Master’s student Hadi AlZayer was hiking in a park, periodically asking fellow hikers to snap smartphone photos of him, when a pattern emerged.
“Whenever I asked strangers to take photos for me, I’d end up with photos that were poorly composed,” he said. “It got me thinking.”
AlZayer knew framing a good photo is an incremental process – navigate a space, position one’s body, adjust the camera, peer through the viewfinder, adjust as needed – and such step-by-step processes like this could be automated with an algorithm. Taken further, AlZayer reasoned that the entire process could be done algorithmically and robotically through a machine learning process called “reinforcement learning.”
This inspiration led to AutoPhoto, a robotic system developed by a trio of researchers from the Cornell Ann S. Bowers College of Computing and Information Science that can automatically roam an interior space and capture aesthetically pleasing photographs.
It is believed to be the first robotic-photographer system using a “learned aesthetic” machine learning model and represents a major development in using autonomous agents to visually document a space, the researchers said. In its most immediate application, AutoPhoto could be used to photograph interiors of houses and rental properties.

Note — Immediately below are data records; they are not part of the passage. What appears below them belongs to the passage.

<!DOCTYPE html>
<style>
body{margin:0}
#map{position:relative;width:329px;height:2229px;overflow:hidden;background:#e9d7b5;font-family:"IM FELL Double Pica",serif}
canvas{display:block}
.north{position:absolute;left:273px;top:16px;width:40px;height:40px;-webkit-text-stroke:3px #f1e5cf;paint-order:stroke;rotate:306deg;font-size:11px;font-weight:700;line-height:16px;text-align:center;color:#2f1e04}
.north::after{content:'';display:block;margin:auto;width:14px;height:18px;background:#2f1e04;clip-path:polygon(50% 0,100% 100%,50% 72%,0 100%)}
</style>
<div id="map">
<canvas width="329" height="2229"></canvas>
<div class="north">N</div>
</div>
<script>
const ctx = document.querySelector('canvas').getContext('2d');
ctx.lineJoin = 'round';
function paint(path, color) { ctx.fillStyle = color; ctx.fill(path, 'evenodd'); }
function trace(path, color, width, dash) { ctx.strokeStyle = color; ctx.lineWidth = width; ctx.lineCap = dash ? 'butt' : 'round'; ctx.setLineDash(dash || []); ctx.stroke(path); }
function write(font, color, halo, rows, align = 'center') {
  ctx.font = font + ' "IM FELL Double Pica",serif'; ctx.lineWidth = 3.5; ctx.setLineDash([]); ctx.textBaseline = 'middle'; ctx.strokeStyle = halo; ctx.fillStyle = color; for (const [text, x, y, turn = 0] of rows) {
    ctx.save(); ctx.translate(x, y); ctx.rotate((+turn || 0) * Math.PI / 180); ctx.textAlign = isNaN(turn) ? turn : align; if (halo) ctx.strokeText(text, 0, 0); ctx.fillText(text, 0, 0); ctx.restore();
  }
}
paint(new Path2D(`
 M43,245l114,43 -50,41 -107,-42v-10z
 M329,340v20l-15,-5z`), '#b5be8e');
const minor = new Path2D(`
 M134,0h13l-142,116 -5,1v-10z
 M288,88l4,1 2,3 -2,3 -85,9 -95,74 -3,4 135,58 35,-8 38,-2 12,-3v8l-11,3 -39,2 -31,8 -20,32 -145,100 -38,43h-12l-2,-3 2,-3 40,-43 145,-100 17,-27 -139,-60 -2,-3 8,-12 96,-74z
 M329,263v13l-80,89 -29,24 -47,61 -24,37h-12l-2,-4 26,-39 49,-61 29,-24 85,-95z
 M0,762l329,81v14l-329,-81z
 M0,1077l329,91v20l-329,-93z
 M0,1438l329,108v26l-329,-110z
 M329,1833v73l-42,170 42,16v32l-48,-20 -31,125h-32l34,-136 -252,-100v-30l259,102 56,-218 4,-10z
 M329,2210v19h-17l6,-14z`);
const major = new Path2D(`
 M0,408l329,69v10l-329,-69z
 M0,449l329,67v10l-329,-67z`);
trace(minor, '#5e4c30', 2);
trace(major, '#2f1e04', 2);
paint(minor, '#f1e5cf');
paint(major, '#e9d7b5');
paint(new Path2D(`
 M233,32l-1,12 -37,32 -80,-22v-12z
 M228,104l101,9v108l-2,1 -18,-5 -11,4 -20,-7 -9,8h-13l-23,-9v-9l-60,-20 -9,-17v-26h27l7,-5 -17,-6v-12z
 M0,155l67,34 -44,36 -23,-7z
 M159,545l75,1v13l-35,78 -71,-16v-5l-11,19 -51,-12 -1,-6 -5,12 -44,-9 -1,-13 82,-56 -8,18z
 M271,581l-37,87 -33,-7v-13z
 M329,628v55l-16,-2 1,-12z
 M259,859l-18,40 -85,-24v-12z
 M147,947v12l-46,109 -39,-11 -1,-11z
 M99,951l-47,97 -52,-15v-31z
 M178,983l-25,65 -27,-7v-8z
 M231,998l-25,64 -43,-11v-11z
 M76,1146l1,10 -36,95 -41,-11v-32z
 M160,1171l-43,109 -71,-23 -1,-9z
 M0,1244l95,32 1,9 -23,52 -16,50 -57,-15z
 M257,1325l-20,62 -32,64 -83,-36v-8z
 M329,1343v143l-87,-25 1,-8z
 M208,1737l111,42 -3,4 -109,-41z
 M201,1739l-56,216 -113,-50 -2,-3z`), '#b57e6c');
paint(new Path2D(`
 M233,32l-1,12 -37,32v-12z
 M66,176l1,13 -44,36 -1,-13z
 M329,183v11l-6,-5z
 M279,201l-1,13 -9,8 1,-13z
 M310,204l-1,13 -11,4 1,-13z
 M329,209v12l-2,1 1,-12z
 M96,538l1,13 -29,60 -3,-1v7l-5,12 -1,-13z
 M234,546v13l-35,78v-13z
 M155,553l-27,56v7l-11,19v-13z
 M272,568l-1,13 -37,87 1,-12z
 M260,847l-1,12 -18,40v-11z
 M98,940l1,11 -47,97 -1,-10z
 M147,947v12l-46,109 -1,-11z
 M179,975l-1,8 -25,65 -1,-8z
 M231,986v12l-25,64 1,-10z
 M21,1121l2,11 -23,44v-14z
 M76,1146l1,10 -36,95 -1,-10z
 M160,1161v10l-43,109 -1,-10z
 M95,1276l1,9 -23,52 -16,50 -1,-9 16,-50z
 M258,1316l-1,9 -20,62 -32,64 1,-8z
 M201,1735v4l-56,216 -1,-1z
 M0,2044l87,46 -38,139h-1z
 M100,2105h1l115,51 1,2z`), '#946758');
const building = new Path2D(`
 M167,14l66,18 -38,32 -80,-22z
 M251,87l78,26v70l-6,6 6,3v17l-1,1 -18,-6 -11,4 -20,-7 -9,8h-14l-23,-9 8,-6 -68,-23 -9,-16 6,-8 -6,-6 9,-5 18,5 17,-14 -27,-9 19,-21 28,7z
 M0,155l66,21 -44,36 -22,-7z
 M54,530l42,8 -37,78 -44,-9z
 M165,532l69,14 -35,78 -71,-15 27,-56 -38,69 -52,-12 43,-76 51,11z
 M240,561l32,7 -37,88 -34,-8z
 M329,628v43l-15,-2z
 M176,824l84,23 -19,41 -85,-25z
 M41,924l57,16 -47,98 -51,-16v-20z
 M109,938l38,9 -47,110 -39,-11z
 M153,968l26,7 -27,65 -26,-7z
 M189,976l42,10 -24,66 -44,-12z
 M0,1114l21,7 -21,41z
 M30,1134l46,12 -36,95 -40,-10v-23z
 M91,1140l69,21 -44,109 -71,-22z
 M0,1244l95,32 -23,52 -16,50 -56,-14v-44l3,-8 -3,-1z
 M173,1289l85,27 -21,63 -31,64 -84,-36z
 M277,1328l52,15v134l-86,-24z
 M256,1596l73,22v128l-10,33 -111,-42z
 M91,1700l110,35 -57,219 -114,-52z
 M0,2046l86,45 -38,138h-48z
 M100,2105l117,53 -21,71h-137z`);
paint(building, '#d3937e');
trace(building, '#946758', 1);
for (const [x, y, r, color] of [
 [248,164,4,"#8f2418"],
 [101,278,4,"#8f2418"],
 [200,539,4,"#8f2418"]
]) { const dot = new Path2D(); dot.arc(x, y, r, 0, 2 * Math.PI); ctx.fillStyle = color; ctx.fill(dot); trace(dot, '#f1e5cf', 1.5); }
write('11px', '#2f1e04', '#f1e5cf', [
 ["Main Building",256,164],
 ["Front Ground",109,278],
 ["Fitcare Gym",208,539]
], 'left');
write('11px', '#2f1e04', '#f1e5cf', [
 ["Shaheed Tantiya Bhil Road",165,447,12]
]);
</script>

But, long term, the technology behind it could have profound impacts – imagine a robot capable of traversing and documenting remote or dangerous locations, from distant planets to war zones, all on its own.

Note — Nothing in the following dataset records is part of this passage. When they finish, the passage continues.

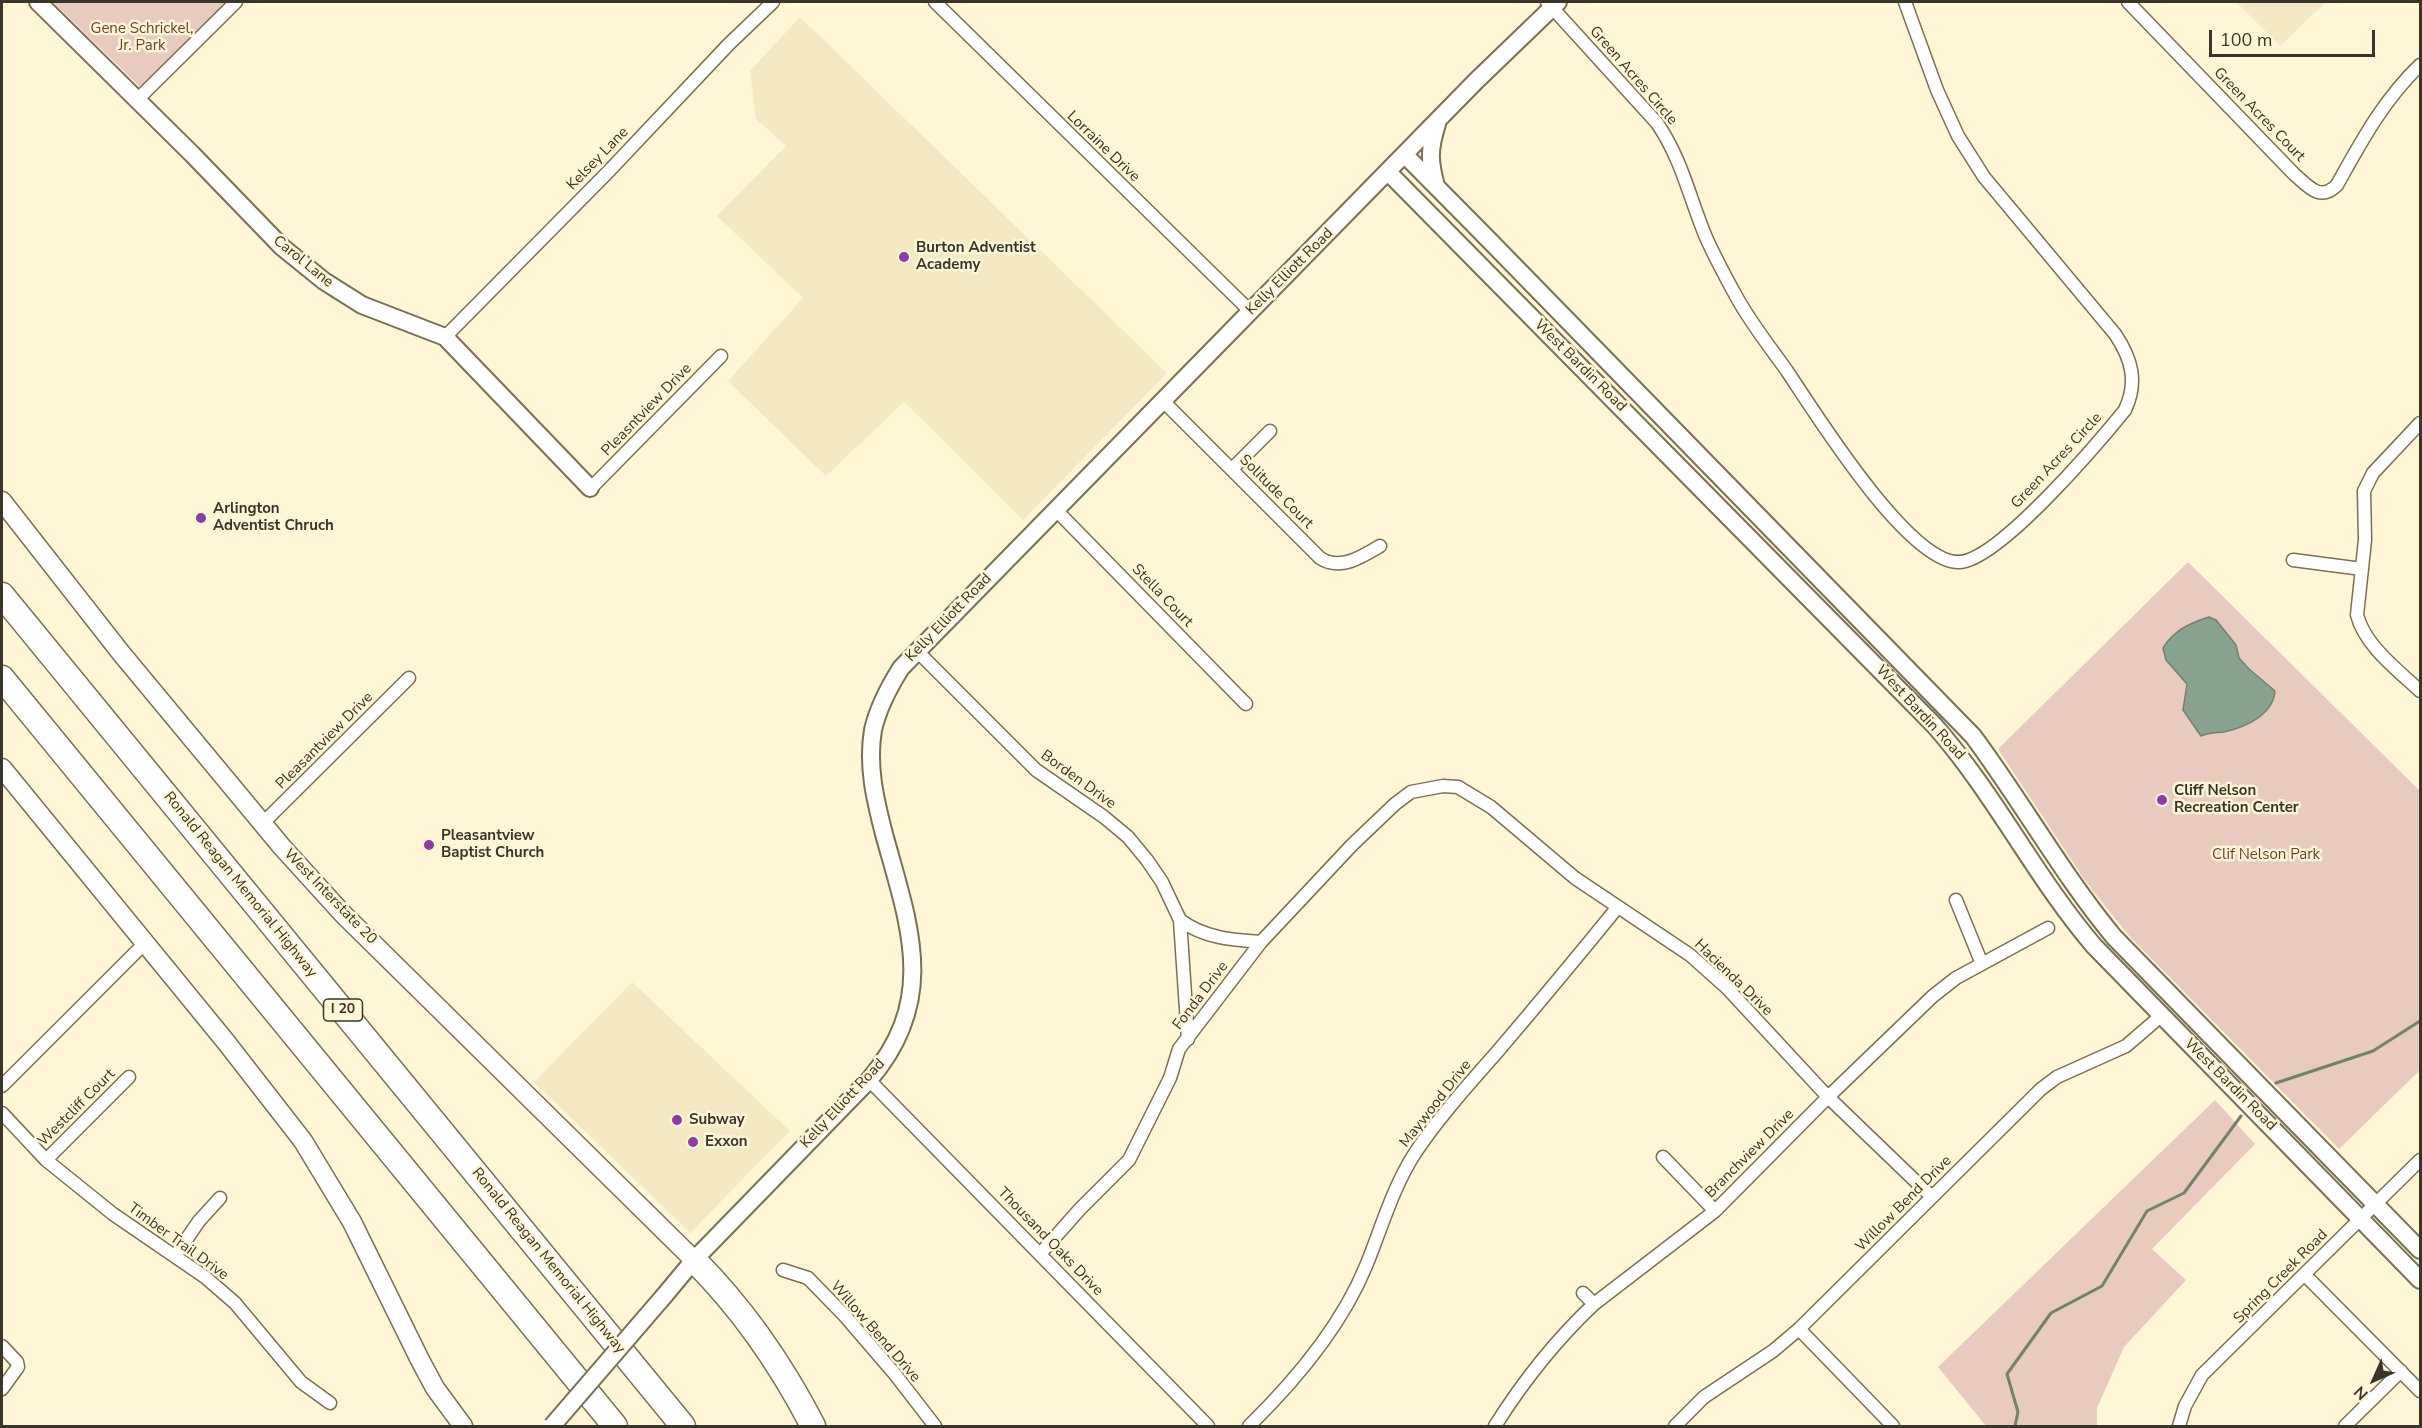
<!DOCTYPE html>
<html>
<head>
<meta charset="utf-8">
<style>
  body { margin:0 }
  #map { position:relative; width:2422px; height:1428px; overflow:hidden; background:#fff6d6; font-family:"Nunito Sans",sans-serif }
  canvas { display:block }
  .frame { position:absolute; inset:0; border:3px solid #393629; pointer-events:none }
  .north { position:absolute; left:2344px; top:1350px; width:60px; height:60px; -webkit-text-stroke:4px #fff6d6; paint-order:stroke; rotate:225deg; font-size:16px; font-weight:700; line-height:24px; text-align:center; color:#393629 }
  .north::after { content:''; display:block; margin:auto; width:21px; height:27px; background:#393629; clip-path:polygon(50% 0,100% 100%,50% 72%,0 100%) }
  .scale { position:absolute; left:2209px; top:30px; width:166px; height:27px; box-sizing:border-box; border:3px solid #393629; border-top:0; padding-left:8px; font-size:18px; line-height:21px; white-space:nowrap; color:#393629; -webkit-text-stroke:4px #fff6d6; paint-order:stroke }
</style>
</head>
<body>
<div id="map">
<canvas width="2422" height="1428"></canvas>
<div class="frame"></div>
<div class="north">N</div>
<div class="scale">100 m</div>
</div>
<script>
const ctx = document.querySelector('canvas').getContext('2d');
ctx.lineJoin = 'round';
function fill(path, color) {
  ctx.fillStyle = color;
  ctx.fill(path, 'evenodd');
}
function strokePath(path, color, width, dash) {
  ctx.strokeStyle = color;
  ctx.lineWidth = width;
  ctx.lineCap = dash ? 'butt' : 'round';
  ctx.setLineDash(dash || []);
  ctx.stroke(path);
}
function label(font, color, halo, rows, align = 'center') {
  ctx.font = font + ' "Nunito Sans",sans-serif';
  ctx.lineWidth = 5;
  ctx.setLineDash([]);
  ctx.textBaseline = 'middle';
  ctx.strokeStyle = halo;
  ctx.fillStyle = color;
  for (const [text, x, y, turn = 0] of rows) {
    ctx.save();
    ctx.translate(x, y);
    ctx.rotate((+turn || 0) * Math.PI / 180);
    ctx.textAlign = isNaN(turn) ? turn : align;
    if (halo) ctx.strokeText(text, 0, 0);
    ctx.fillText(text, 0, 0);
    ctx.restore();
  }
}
const built = new Path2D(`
  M 2236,2 L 2326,2 L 2280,46 Z
  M 800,17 L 1167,373 L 1023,520 L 904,402 L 826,476 L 728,381 L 803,298 L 717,216 L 786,146 L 756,119 L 750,71 Z
  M 632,982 L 790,1131 L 690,1233 L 534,1082 Z`);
const green = new Path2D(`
  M 53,2 L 228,2 L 142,89 Z
  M 2188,562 L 2420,791 L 2420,1070 L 2339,1149 L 2130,937 L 2086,882 L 1998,749 Z
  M 2215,1100 L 2255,1144 L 2152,1249 L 2186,1280 L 2124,1347 L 2097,1408 L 2097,1426 L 1986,1426 L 1938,1367 Z`);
const water = new Path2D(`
  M 2209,617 L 2216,620 L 2236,645 L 2239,658 L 2249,669 L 2275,691 C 2273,715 2246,727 2224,732 C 2216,733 2209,732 2201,736 L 2183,710 L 2187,684 L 2166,660 L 2163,648 C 2174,630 2190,623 2209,617 Z`);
const stream = new Path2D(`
  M 2276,1083 L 2373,1051 L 2420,1021
  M 2015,1426 L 2018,1412 L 2007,1374 L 2051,1313 L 2102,1286 L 2147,1211 L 2184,1193 L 2241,1116`);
const minor = new Path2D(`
  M 935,2 L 1251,312
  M 1547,2 L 1657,123 C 1682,160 1689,196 1705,235 C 1714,256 1725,276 1736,296 C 1750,322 1770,347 1787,371 C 1814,411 1909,565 1960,562 C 2000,559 2099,442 2125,410 C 2138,382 2132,359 2115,334 L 1984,177 L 1958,136 L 1937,90 L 1905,2
  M 2128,2 L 2294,174 C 2309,187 2320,202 2337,185 C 2361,142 2384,99 2420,65
  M 137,100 L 236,2
  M 445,337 L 608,172 L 729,44 L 773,2
  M 1163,401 L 1320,558 C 1340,571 1362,557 1380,546
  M 2420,423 L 2373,473 L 2364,491 L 2365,540 L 2357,615 C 2365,646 2398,670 2420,691
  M 1232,469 L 1270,431
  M 593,486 L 721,356
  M 1056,510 L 1246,704
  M 2293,560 L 2362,569
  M 916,650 L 1036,770 L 1104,817 L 1128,837 L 1147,860 L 1162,882 L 1180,920 L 1188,1039
  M 262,824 L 409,678
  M 1956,900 L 1982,964
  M 1180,920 C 1204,938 1232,940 1261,942
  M 869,1080 L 1208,1426
  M 2,1086 L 145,943
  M 2,1113 L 46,1160 L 113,1214 L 205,1277 L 235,1303 L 301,1382 L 330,1403
  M 1663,1157 L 1715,1211
  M 46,1160 L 129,1077
  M 1041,1253 L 1080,1209 L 1129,1160 L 1170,1078 L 1179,1049 L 1261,942 L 1352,845 L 1395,804 L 1411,792 L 1443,786 L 1458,787 L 1491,807 L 1575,878 L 1690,955 L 1727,988 L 1828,1097 L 1932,1197
  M 175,1256 L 199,1221 L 220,1198
  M 783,1270 L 808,1278 L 845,1316 L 894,1373 L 935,1426
  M 2305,1275 L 2420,1391
  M 1583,1293 L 1594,1304
  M 1799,1329 L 1893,1426
  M 2,1346 L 17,1362 L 18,1367 L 2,1389
  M 1249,1426 C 1296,1380 1341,1327 1366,1266 C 1382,1227 1392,1189 1415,1153 C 1439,1117 1469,1084 1498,1051 C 1538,1004 1578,956 1617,908
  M 1495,1426 C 1522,1383 1556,1340 1594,1304 L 1715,1211 L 1828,1097 L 1933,996 L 1956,978 L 2048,928
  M 1675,1426 L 1704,1397 L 1773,1351 L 1799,1329 L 2041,1089 L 2057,1077 L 2126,1046 L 2162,1015
  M 2179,1426 L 2185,1406 L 2202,1375 L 2420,1160
  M 2345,1426 L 2401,1371`);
const tertiary = new Path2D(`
  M 38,2 L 192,154 L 282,247 L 324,281 L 362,305 L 445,337 L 590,488
  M 1405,155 L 1489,240 L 1973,736 C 2022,802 2062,874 2114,937 L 2420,1250
  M 1388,172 L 1934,725 C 1995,794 2035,877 2094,946 L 2420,1280
  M 1436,186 C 1429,160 1429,150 1437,124
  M 664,1296 L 694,1260 L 869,1080 C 939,999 909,925 884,834 C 875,799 867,766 873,730 C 878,708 889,687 901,668 L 1476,81 L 1558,2`);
const secondary = new Path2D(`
  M 2,501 L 121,653 L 282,847 L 342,913 L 694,1260
  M 2,768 L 226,1042 L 303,1141 L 352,1222 L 420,1360 L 435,1388 L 463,1426`);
const motorway = new Path2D(`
  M 2,595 L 683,1426
  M 2,678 L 615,1426
  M 694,1260 C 744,1310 781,1364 813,1426`);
const tertiaryBridge = new Path2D(`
  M 552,1426 L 664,1296`);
const markers = [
  [904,257,6,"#8e39a7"],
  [201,518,6,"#8e39a7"],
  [2162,800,6,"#8e39a7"],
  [429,845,6,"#8e39a7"],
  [677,1120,6,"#8e39a7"],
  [693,1142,6,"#8e39a7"]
];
const shields = [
  [343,1010,39]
];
const shieldNames = [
  ["I 20",343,1010]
];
const parkNames = [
  ["Gene Schrickel,",142,29],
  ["Jr. Park",142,46],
  ["Clif Nelson Park",2266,855]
];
const streetNames = [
  ["Green Acres Circle",1633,76,49],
  ["Green Acres Court",2259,115,46],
  ["Lorraine Drive",1103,147,44],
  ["Kelsey Lane",598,159,-46],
  ["Carol Lane",303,262,39],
  ["Kelly Elliott Road",1290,272,-45],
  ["West Bardin Road",1580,366,45],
  ["Pleasntview Drive",647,410,-46],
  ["Green Acres Circle",2057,461,-47],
  ["Solitude Court",1276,492,45],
  ["Stella Court",1162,596,46],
  ["Kelly Elliott Road",949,618,-46],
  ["West Bardin Road",1920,713,47],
  ["Pleasantview Drive",325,741,-45],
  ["Borden Drive",1078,780,36],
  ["Ronald Reagan Memorial Highway",240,885,51],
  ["West Interstate 20",330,897,46],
  ["Hacienda Drive",1733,978,44],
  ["Fonda Drive",1201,996,-53],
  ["West Bardin Road",2230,1085,45],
  ["Kelly Elliott Road",843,1104,-47],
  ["Maywood Drive",1436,1104,-52],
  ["Westcliff Court",77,1108,-45],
  ["Branchview Drive",1750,1154,-45],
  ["Willow Bend Drive",1904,1204,-45],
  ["Timber Trail Drive",178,1242,36],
  ["Thousand Oaks Drive",1050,1242,46],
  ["Ronald Reagan Memorial Highway",548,1261,51],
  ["Spring Creek Road",2281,1277,-45],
  ["Willow Bend Drive",875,1332,49]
];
const poiNames = [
  ["Burton Adventist",916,248],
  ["Academy",916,265],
  ["Arlington",213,509],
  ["Adventist Chruch",213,526],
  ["Cliff Nelson",2174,791],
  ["Recreation Center",2174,808],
  ["Pleasantview",441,836],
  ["Baptist Church",441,853],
  ["Subway",689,1120],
  ["Exxon",705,1142]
];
fill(built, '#f4e9c3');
fill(green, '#e9cabf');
fill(water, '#89a28d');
strokePath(water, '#71826f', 1.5);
strokePath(stream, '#71826f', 3);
strokePath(minor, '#797154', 15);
strokePath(tertiary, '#797154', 20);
strokePath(secondary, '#797154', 21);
strokePath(motorway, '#797154', 27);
strokePath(minor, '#fff', 12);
strokePath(tertiary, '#fff', 16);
strokePath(secondary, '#fff', 18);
strokePath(motorway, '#fff', 24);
strokePath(tertiaryBridge, '#797154', 20, []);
strokePath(tertiaryBridge, '#fff', 16);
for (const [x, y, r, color] of markers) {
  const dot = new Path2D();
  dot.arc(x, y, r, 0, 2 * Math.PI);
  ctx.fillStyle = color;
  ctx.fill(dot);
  strokePath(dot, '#fff6d6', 2);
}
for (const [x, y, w] of shields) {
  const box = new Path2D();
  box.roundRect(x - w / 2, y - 11, w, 22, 4.5);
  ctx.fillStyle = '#fff6d6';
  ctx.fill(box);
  strokePath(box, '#393629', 1.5);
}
label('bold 14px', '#393629', null, shieldNames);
label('15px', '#6e3f2f', '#fff6d6', parkNames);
label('15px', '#393629', '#fff6d6', streetNames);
label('bold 15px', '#393629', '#fff6d6', poiNames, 'left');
</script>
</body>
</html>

“This kind of work is not well explored, and it’s clear there could be useful applications for it,” said Hubert Lin, doctoral student in the field of computer science and co-author of “AutoPhoto: Aesthetic Photo Capture using Reinforcement Learning,” presented at the International Conference on Intelligent Robots and Systems in fall 2021.
AlZayer is the paper’s first author; in addition to AlZayer and Lin, the AutoPhoto team includes Kavita Bala, dean of Bowers CIS. AutoPhoto, the researchers said, treads new ground in the areas of computer vision and autonomous photography by combining existing machine learning work with its own custom, deep-learning models.
AutoPhoto builds off an existing algorithm, called a learned aesthetic estimation model, that is trained on more than 1 million quality, human-ranked photographs.
“This aesthetic model helps the robot determine if the photos it takes are good or not,” AlZayer said.
To date, no one had combined this existing model with an actual, autonomous robot that could navigate a new space on its own and in real time, frame scenes optimally, and capture the kinds of quality photos one might find in an AirBnB listing.
“To guide the robot, we trained a separate model to move around in an environment and find a place that looks good,” said Lin, who plans to graduate in May and join Waymo as a research scientist.
After successful training runs in simulation, wherein the AutoPhoto algorithm scanned dozens of 3D photos of interior scenes and correctly chose the best compositional angles, the Cornell team mounted its AutoPhoto system and camera onto a Clearpath Jackal robot and turned it loose within a common space in Upson Hall.
What AutoPhoto captures – as seen in a project demo video – reads as a frame-by-frame account of how the robot explores its surroundings for the optimal shot. The first shots are mundane close-ups of walls, an off-centered stairwell, a trash can. But with each subsequent adjustment and corresponding photo, AutoPhoto corrects itself and maneuvers into position to better frame the space.
Once it has captured a photo its aesthetic model identifies as compositionally sound, AutoPhoto files it away and motors on to document more of the space. Exploring the Upson Hall lounge and capturing three quality photos took AutoPhoto a few minutes, the team said.
“The most challenging part was the fact there was no existing baseline number we were trying to improve,” said AlZayer, who hopes to pursue a Ph.D. “We had to define the entire process and the problem.”
The great outdoors could be the next area of exploration for AutoPhoto development, AlZayer said. Millions of videos of scenic, outdoor locations that already exist online could provide a wealth of data to train the AutoPhoto model on good composition of outdoor scenes, rather than interior spaces, AlZayer said.
This research was funded in part by the National Science Foundation and the Natural Sciences and Engineering Research Council of Canada.
Louis DiPietro is a writer for the Ann S. Bowers College of Computing and Information Science.